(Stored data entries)
........
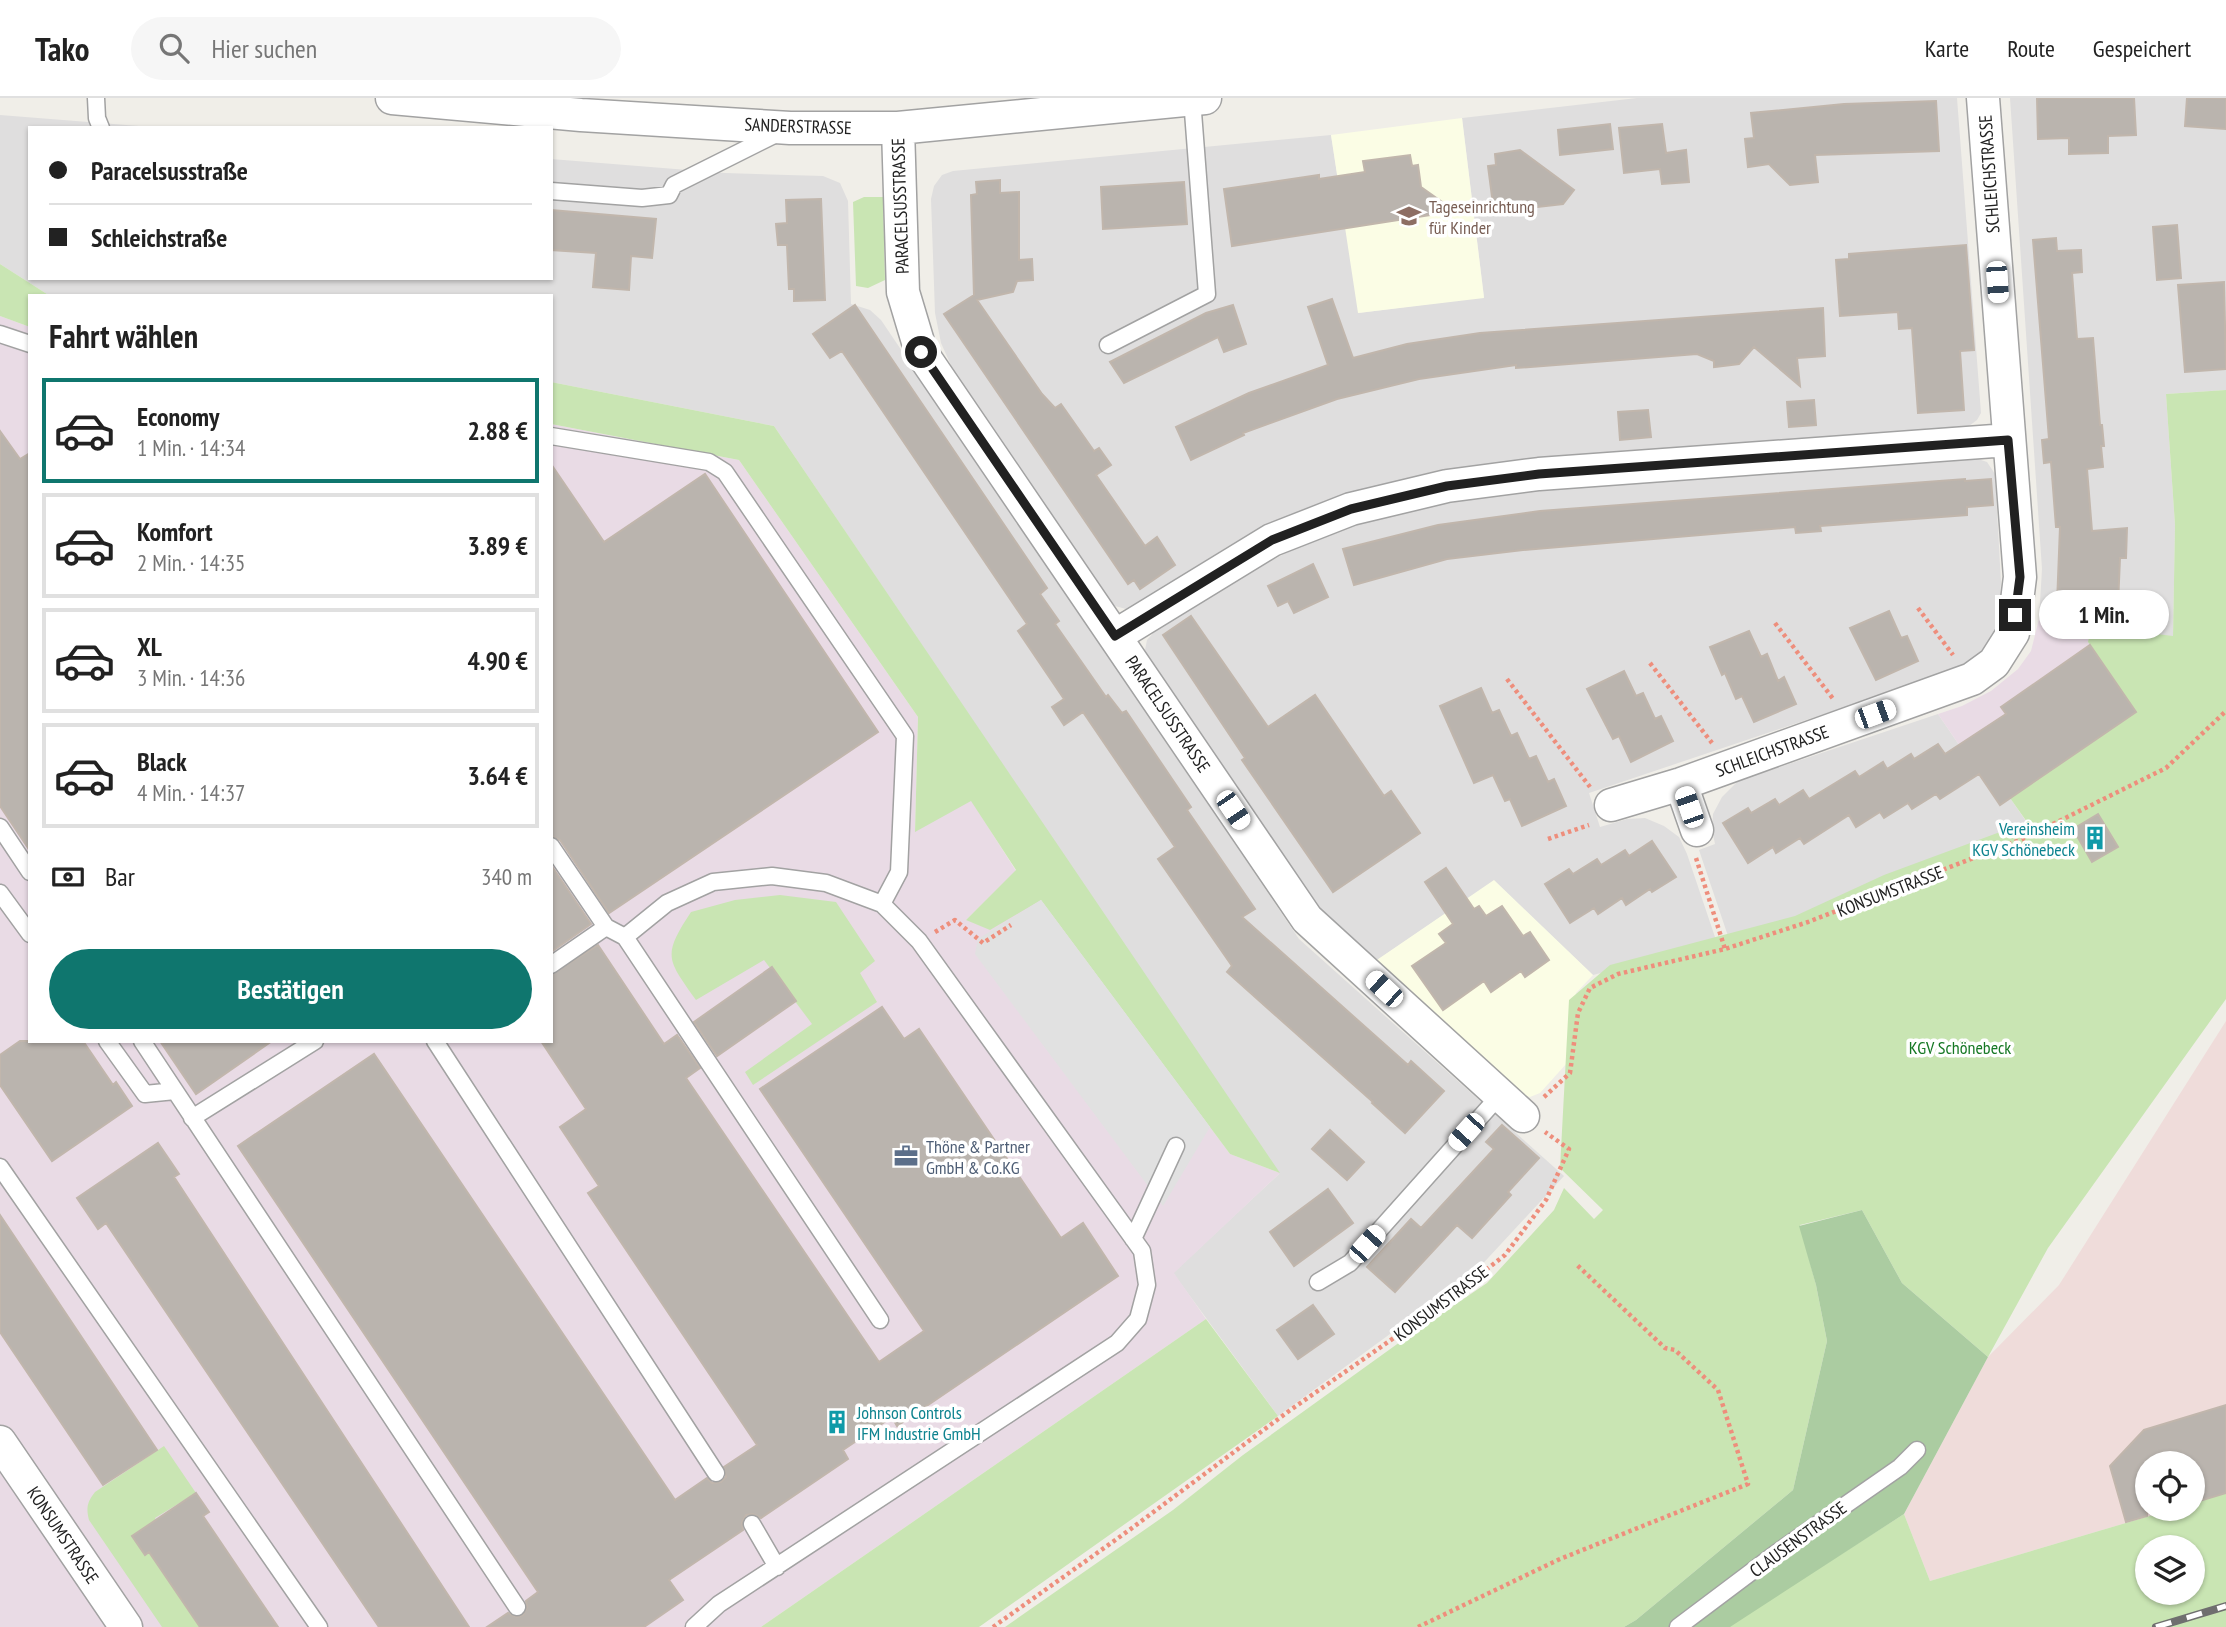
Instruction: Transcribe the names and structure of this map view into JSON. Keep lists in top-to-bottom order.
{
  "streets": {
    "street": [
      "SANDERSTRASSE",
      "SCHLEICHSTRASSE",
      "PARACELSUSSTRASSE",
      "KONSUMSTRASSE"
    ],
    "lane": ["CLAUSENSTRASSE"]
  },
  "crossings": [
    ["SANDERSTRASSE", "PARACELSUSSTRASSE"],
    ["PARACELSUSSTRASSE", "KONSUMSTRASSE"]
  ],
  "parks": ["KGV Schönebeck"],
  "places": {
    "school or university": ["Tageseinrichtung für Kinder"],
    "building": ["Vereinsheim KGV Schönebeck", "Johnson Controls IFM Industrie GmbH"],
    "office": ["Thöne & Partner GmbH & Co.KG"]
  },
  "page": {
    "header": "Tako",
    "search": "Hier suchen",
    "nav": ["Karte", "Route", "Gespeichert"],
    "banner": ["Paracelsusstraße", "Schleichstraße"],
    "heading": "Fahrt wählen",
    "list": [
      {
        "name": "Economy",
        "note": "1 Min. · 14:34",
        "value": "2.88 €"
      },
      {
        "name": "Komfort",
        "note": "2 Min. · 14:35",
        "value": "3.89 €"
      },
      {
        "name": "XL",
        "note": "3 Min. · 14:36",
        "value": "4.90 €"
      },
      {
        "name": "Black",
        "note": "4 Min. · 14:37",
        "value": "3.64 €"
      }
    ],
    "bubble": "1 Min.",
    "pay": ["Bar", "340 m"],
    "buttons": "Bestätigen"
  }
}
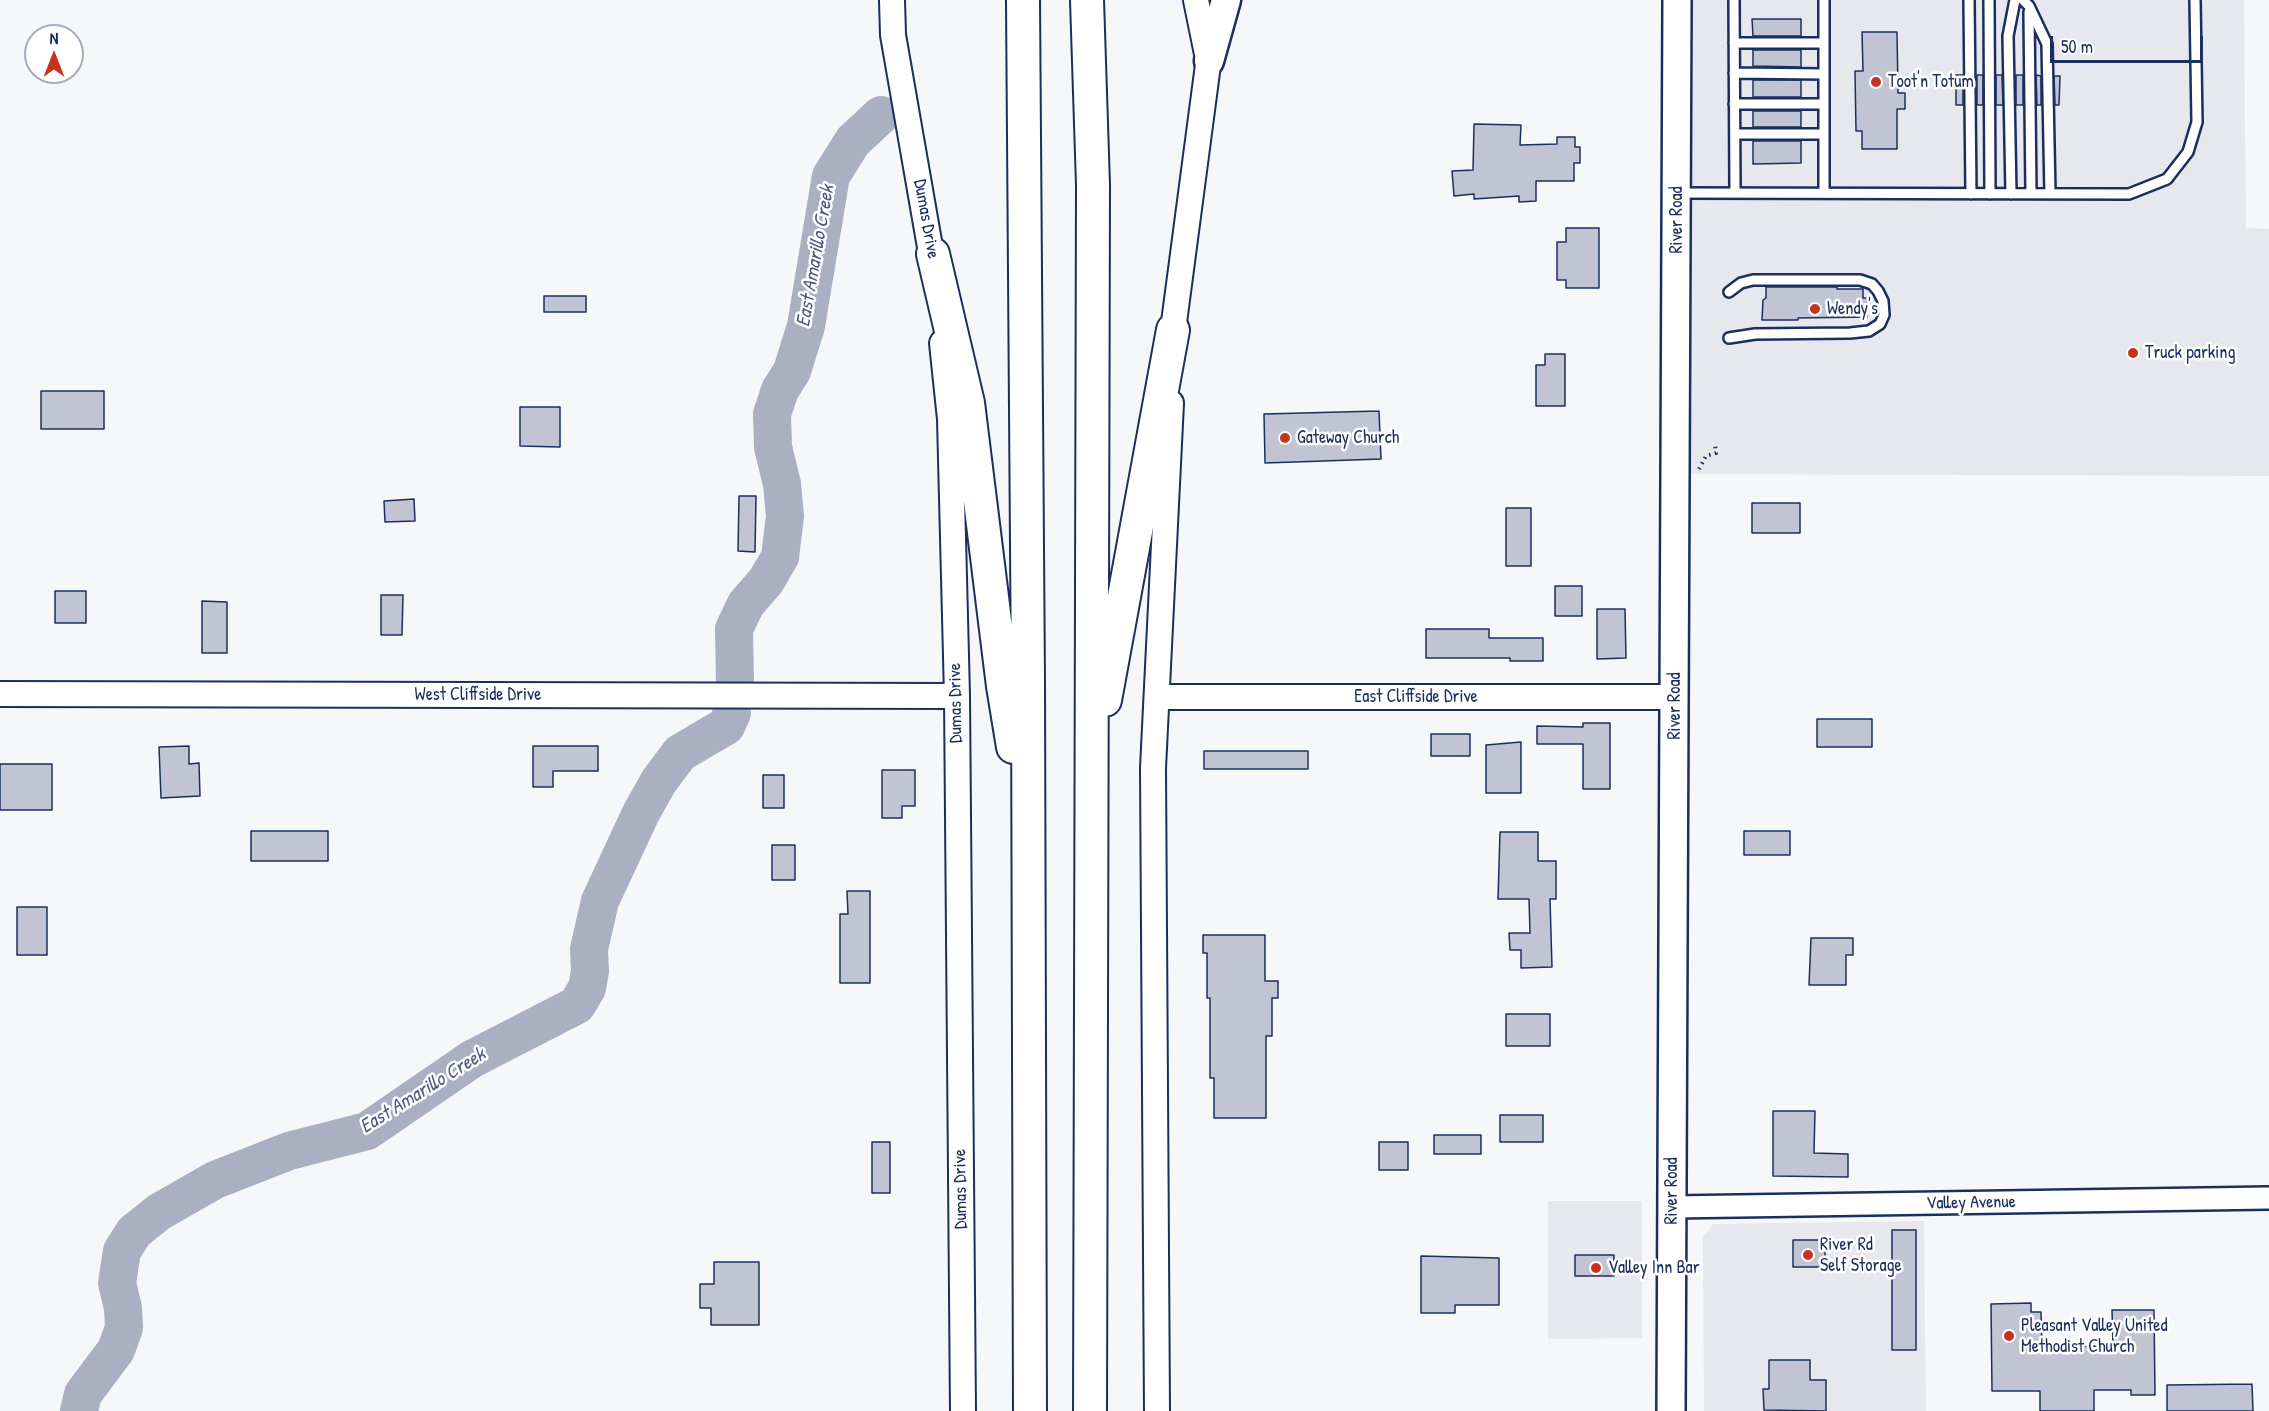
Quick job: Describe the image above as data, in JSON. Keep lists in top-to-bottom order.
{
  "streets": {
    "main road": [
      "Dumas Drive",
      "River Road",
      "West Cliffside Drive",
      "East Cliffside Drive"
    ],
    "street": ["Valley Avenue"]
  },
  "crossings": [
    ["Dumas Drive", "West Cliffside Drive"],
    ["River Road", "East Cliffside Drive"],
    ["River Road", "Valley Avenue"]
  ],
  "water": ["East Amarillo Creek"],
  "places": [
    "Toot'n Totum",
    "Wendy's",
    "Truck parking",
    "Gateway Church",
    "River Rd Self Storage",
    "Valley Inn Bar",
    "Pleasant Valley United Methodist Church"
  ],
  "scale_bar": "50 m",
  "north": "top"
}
........
- _Exercise requirements_
Above are the records; copy them exactly without the pictures.

- _Finished task_
Instruction: Transcribe the names and structure of this map view into JSON. Keep lists in top-to-bottom order.
{
  "streets": {
    "street": [
      "SANDERSTRASSE",
      "SCHLEICHSTRASSE",
      "PARACELSUSSTRASSE",
      "KONSUMSTRASSE"
    ],
    "lane": ["CLAUSENSTRASSE"]
  },
  "crossings": [
    ["SANDERSTRASSE", "PARACELSUSSTRASSE"],
    ["PARACELSUSSTRASSE", "KONSUMSTRASSE"]
  ],
  "parks": ["KGV Schönebeck"],
  "places": {
    "school or university": ["Tageseinrichtung für Kinder"],
    "building": ["Vereinsheim KGV Schönebeck", "Johnson Controls IFM Industrie GmbH"],
    "office": ["Thöne & Partner GmbH & Co.KG"]
  },
  "page": {
    "header": "Tako",
    "search": "Hier suchen",
    "nav": ["Karte", "Route", "Gespeichert"],
    "banner": ["Paracelsusstraße", "Schleichstraße"],
    "heading": "Fahrt wählen",
    "list": [
      {
        "name": "Economy",
        "note": "1 Min. · 14:34",
        "value": "2.88 €"
      },
      {
        "name": "Komfort",
        "note": "2 Min. · 14:35",
        "value": "3.89 €"
      },
      {
        "name": "XL",
        "note": "3 Min. · 14:36",
        "value": "4.90 €"
      },
      {
        "name": "Black",
        "note": "4 Min. · 14:37",
        "value": "3.64 €"
      }
    ],
    "bubble": "1 Min.",
    "pay": ["Bar", "340 m"],
    "buttons": "Bestätigen"
  }
}
Quick job: Describe the image above as data, in JSON. Keep lists in top-to-bottom order.
{
  "streets": {
    "main road": [
      "Dumas Drive",
      "River Road",
      "West Cliffside Drive",
      "East Cliffside Drive"
    ],
    "street": ["Valley Avenue"]
  },
  "crossings": [
    ["Dumas Drive", "West Cliffside Drive"],
    ["River Road", "East Cliffside Drive"],
    ["River Road", "Valley Avenue"]
  ],
  "water": ["East Amarillo Creek"],
  "places": [
    "Toot'n Totum",
    "Wendy's",
    "Truck parking",
    "Gateway Church",
    "River Rd Self Storage",
    "Valley Inn Bar",
    "Pleasant Valley United Methodist Church"
  ],
  "scale_bar": "50 m",
  "north": "top"
}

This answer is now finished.